Copy the lines below that contain "Waycrest".

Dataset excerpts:
# # #
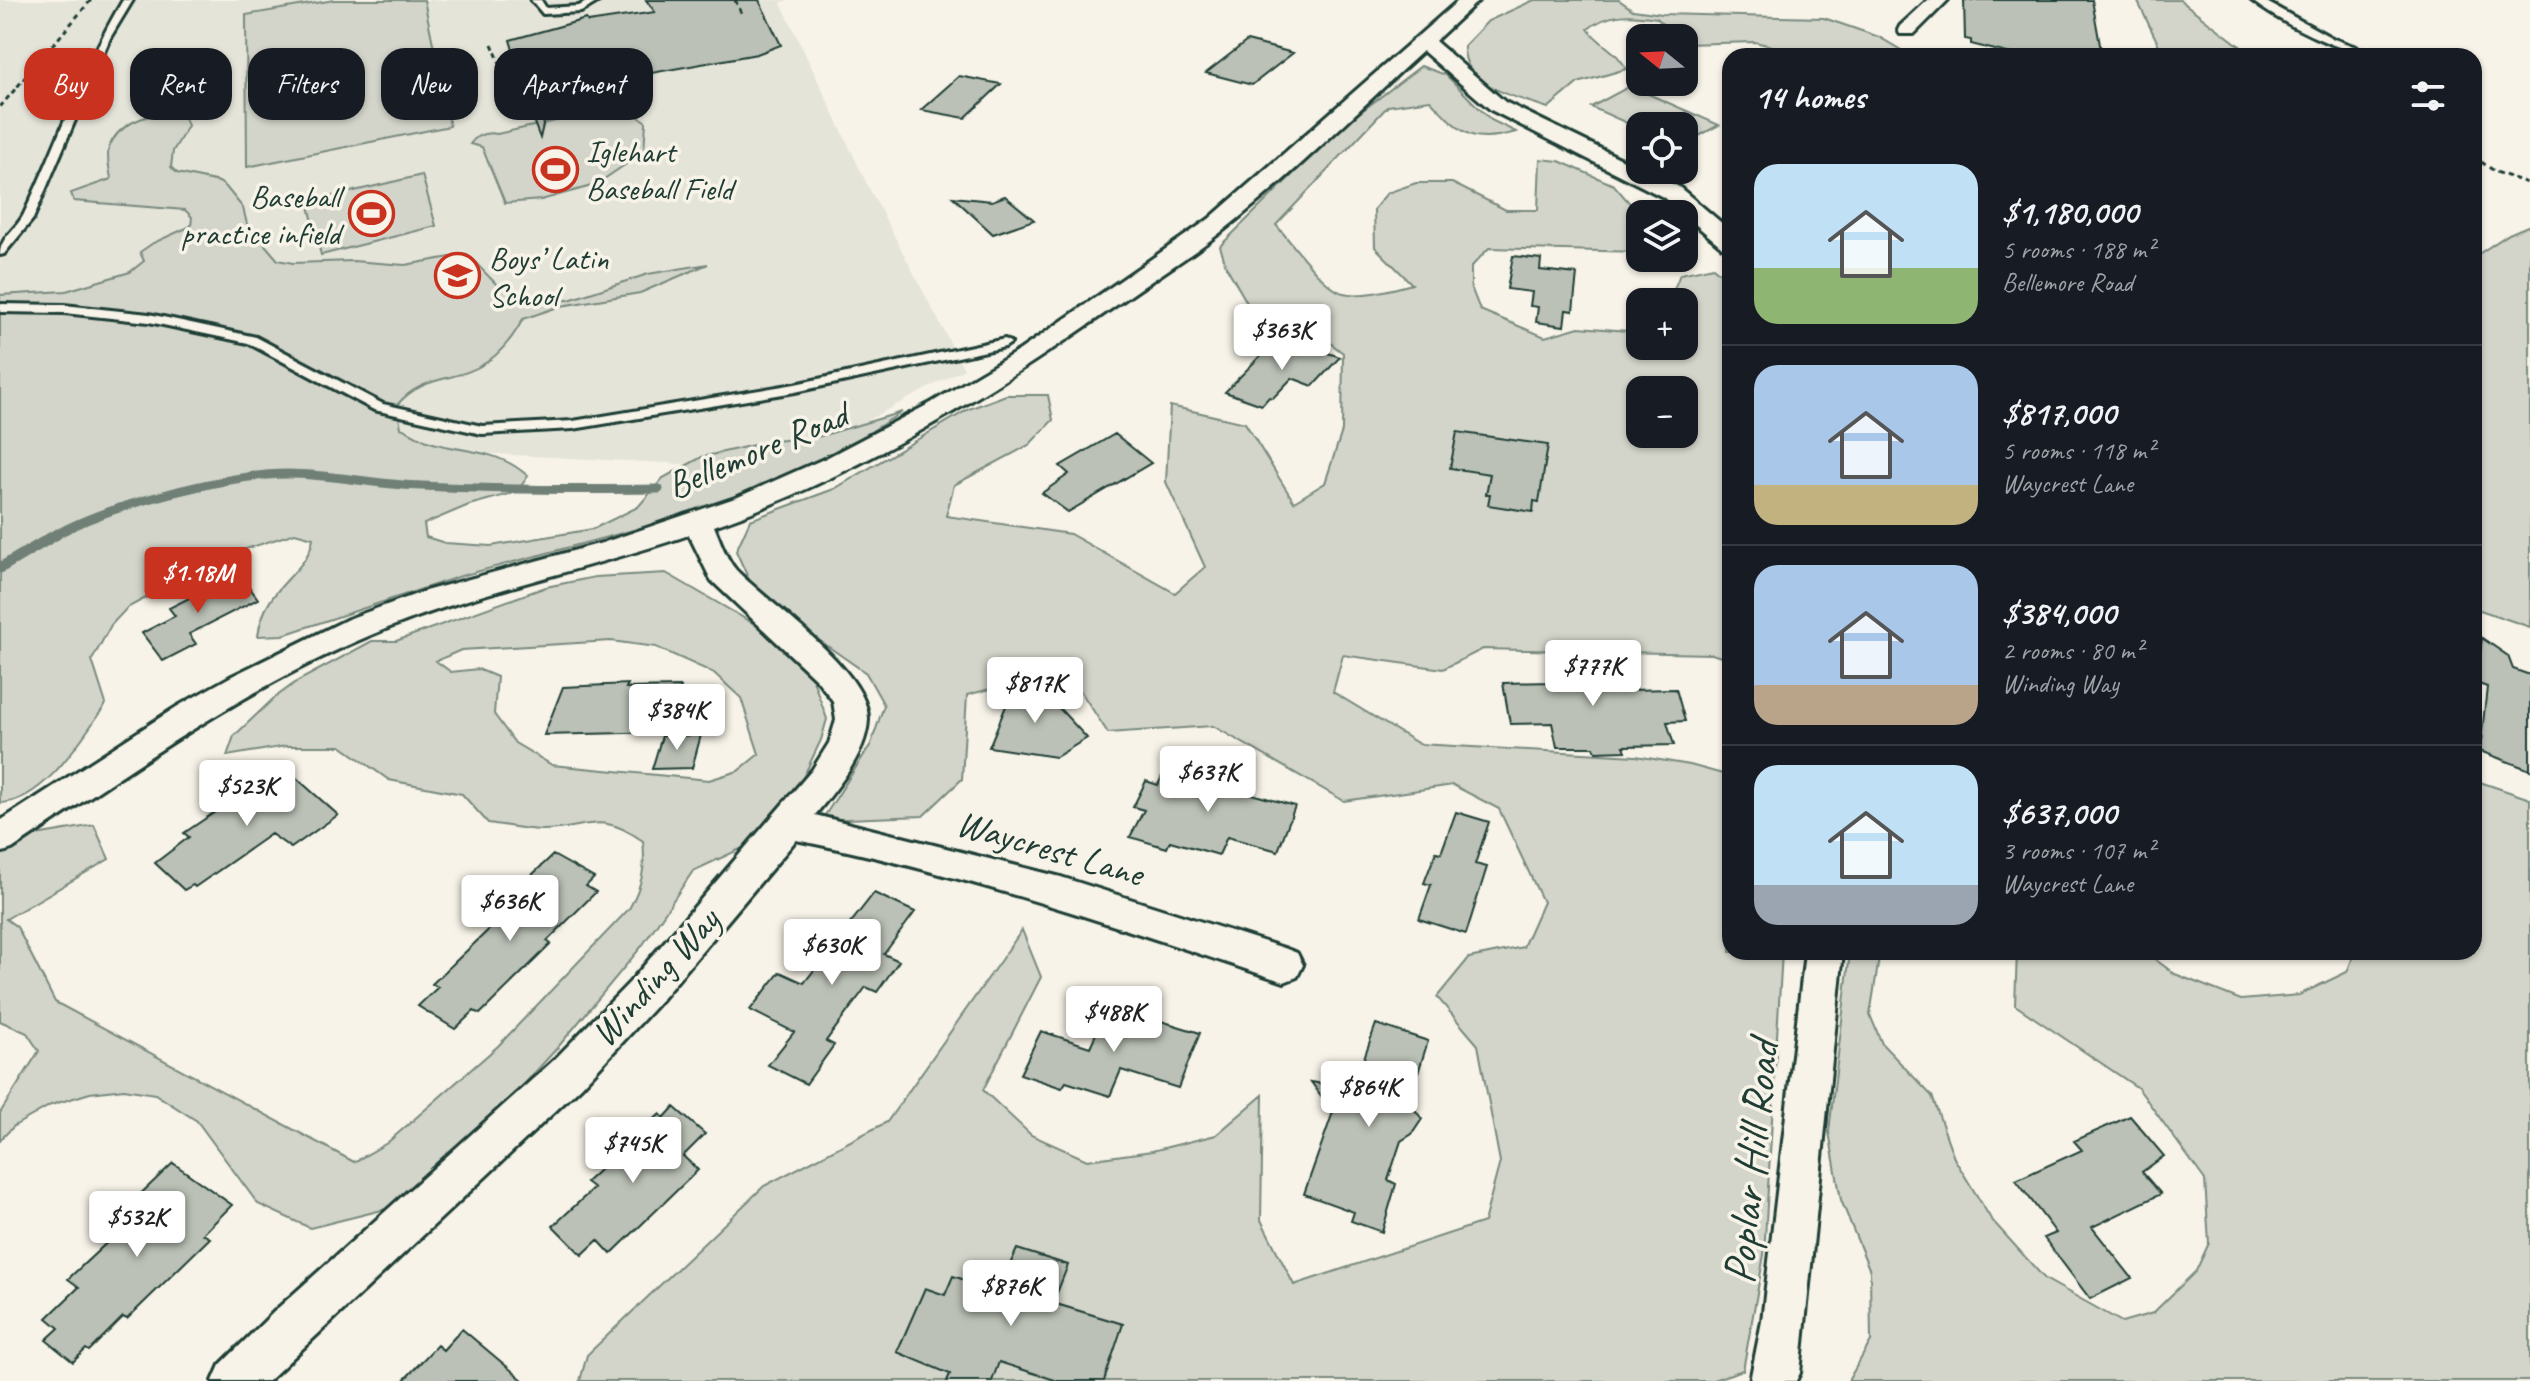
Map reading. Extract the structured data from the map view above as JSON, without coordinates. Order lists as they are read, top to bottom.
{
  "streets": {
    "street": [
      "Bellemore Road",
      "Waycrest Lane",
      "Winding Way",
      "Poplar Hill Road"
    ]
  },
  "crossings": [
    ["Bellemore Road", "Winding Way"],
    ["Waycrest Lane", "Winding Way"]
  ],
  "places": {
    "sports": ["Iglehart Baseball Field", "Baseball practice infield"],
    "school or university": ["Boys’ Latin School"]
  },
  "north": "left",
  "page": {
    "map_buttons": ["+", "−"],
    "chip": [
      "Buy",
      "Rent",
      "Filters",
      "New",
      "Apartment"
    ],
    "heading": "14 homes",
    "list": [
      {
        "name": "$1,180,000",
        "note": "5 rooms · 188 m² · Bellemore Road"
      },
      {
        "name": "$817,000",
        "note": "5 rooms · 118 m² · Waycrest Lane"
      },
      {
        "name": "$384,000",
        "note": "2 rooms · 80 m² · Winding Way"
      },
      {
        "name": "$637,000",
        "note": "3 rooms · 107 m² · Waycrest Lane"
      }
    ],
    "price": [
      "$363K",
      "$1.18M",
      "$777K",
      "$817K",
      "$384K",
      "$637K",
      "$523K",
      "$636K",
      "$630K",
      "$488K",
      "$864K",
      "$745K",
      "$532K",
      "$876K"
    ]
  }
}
# # #
• SOLUTION FOR THIS EXERCISE:
      "Waycrest Lane",
    ["Waycrest Lane", "Winding Way"]
        "note": "5 rooms · 118 m² · Waycrest Lane"
        "note": "3 rooms · 107 m² · Waycrest Lane"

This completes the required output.